■ **Exercise brief**: Your output should be the exact lines from the start of the data through the line containing "Summarize the content", with no pictures.

■ **Data records**:
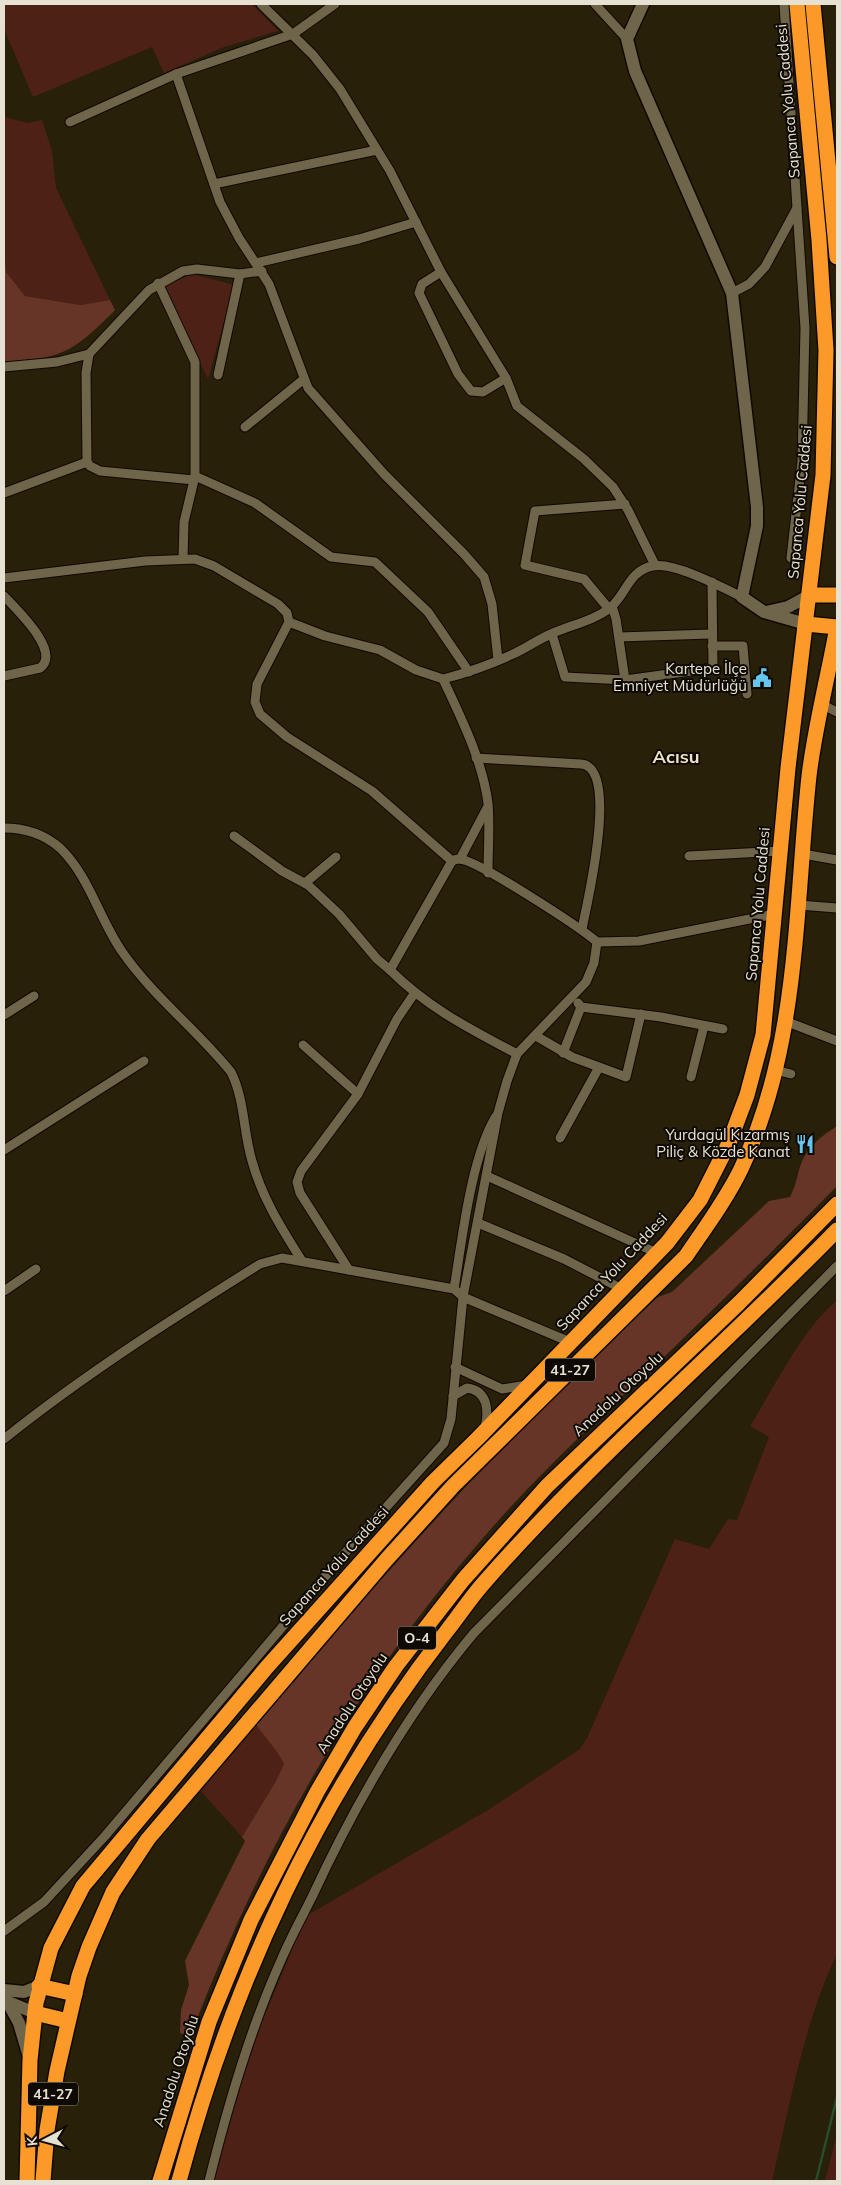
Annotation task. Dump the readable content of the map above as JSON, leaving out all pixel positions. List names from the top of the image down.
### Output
{
  "streets": {
    "highway": [
      "Sapanca Yolu Caddesi",
      "41-27",
      "Anadolu Otoyolu",
      "O-4"
    ]
  },
  "districts": ["Acısu"],
  "places": {
    "public building": ["Kartepe İlçe Emniyet Müdürlüğü"],
    "restaurant": ["Yurdagül Kızarmış Piliç & Közde Kanat"]
  },
  "north": "left"
}
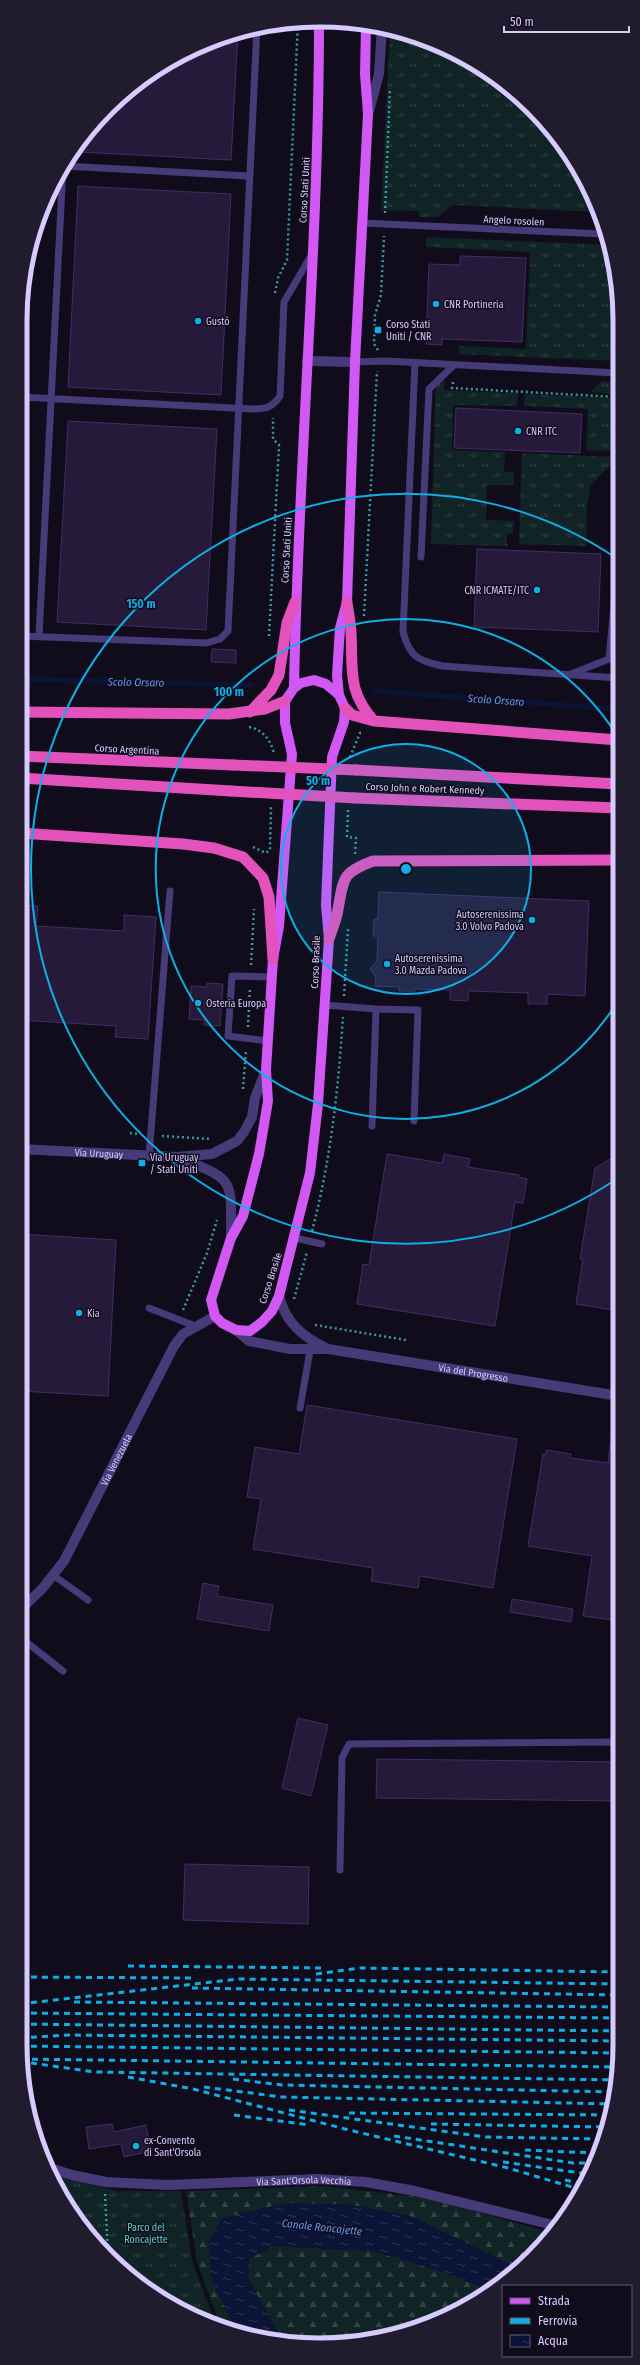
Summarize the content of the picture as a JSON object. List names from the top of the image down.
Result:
{
  "streets": {
    "highway": ["Corso Argentina", "Corso John e Robert Kennedy"],
    "main road": ["Corso Stati Uniti", "Corso Brasile"],
    "street": [
      "Via Uruguay",
      "Via del Progresso",
      "Via Venezuela",
      "Via Sant'Orsola Vecchia"
    ],
    "lane": ["Angelo rosolen"]
  },
  "crossings": [
    ["Corso Argentina", "Corso John e Robert Kennedy"],
    ["Corso Brasile", "Via del Progresso"]
  ],
  "water": ["Scolo Orsaro", "Canale Roncajette"],
  "parks": ["Parco del Roncajette"],
  "places": {
    "other": [
      "CNR Portineria",
      "Gustò",
      "CNR ITC",
      "CNR ICMATE/ITC",
      "Autoserenissima 3.0 Volvo Padova",
      "Autoserenissima 3.0 Mazda Padova",
      "Osteria Europa",
      "Kia",
      "ex-Convento di Sant'Orsola"
    ],
    "transit": ["Corso Stati Uniti / CNR", "Via Uruguay / Stati Uniti"]
  },
  "legend": ["Strada", "Ferrovia", "Acqua"],
  "scale_bar": "50 m",
  "rings": ["150 m", "100 m", "50 m"]
}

■ **Finished exercise**:
Annotation task. Dump the readable content of the map above as JSON, leaving out all pixel positions. List names from the top of the image down.
### Output
{
  "streets": {
    "highway": [
      "Sapanca Yolu Caddesi",
      "41-27",
      "Anadolu Otoyolu",
      "O-4"
    ]
  },
  "districts": ["Acısu"],
  "places": {
    "public building": ["Kartepe İlçe Emniyet Müdürlüğü"],
    "restaurant": ["Yurdagül Kızarmış Piliç & Közde Kanat"]
  },
  "north": "left"
}
Summarize the content of the picture as a JSON object. List names from the top of the image down.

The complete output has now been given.